La mayor parte de los argumentos políticos no son ni correctos ni falsos, independientemente de la pasión con la cual son sostenidos. Se refieren más bien a preferencias humanas - por más cuidados de salud o impuestos más bajos, por una guerra que asegura un determinado objetivo o una paz que deja intacto a cierto peligro. Ocasionalmente tratan de asuntos morales claramente definidos: los derechos de minerías o de mujeres a participar plenamente en la vida pública, por ejemplo; pero lo más usual es que nosotros, incluso los más apasionados por los asuntos humanos, confesamos estar en un cierto lado en el debate, que existen contra-argumentos legítimos (déficit interminables, abortos auto-infligidos, un Al-Queda que prospera). Necesitamos personas con convicciones firmes para sacar adelante los asuntos, una razón por la cual  siempre estoy dispuesto a levantar consignas o firmar peticiones, aun cuando la mayoría entre nosotros estemos conscientes de que tarde o temprano tendremos que llegar a un cierto compromiso.

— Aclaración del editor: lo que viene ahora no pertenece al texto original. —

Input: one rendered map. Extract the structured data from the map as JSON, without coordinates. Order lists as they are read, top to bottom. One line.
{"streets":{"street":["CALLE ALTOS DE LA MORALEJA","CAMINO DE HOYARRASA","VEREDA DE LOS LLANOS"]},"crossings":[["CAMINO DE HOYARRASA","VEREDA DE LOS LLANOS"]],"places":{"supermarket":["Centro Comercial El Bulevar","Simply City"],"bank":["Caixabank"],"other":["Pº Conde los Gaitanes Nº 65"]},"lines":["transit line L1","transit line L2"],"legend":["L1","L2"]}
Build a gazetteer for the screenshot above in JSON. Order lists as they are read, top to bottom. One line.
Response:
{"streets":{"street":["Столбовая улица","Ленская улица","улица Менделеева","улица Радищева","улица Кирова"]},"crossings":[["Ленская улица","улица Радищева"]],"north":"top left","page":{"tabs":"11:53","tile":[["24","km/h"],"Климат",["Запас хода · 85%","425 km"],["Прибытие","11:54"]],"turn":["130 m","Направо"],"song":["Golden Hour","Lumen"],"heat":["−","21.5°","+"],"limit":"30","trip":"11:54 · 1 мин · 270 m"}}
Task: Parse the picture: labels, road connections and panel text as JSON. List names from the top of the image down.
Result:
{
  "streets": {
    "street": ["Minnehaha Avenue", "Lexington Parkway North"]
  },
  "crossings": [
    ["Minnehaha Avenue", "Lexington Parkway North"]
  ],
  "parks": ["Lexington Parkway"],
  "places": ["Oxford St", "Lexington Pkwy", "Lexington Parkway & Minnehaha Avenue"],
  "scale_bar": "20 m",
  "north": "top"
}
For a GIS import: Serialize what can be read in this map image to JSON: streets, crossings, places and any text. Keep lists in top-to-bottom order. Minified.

Es por esto que el proceder normal y operante de la política avanza lentamente, abordando los asuntos paso a paso. Es por esto que yo, desde un principio, pensaba que era poco probable que iniciásemos el camino correcto con nuestra reforma del sistema de salud: un modelo de un solo proveedor público, "single-payer", como en el resto del mundo. Sería un cambio demasiado radical a digerir para el país.  Esto es sin duda parte de la razón por la que ninguno de los candidatos a la presidencia lo apoyó, y que los que lo hicieron no llegaron a ninguna parte.

Estamos, sin embargo, luchando por un conjunto de reformas bastante menos sofisticado que, aun cuando significa un cambio sustancial no es tectónico. Se puede- como en mi caso -despreciar las compañías de seguro y la "Gran Farmacia" por obstaculizar el avance pero ellos forman parte del juego. No cabe duda de que tenemos que cambiar las reglas para que ellos tengan un peso mucho menos determinante.  Pero si esto ocurriese sería seguramente paso por paso y no de un viaje.

Avanzando paso a paso: es extremadamente frustrante para muchos y es, a veces, realmente desastroso. (Acabo de ver la reciente emisión de Bill Moyers con las cintas de LBJ (Lyndon B Johnson) sobre la preparación de la escalada final del la Guerra de Vietnam, en éstas, el presidente y sus asesores cambiaban los números una pizca cada vez hasta quedar hundidos hasta el cuello en "El Gran Barro".  No obstante, este método de incrementales induce, independientemente de lo que se piensa, una cierta estabilidad en nuestros asuntos --  a menudo contribuye a  preparar el escenario para la siguiente movida. 

Es posible que tenemos que esperar años para la próxima ronda de reforma de la Salud pero, aunque en el entretanto, muchas personas sufrirán, sabemos una cosa:  lo que dejamos de hacer ahora no impedirá progresos futuros. Al contrario, puede contribuir a que éstos sean más probables sí, después de todo, la gente se acostumbre a la idea de una "opción pública", así, en la próxima ronda, el sector de seguros no será capaz de crear una imagen tan tenebrosa de la verdadera medicina pública existente.  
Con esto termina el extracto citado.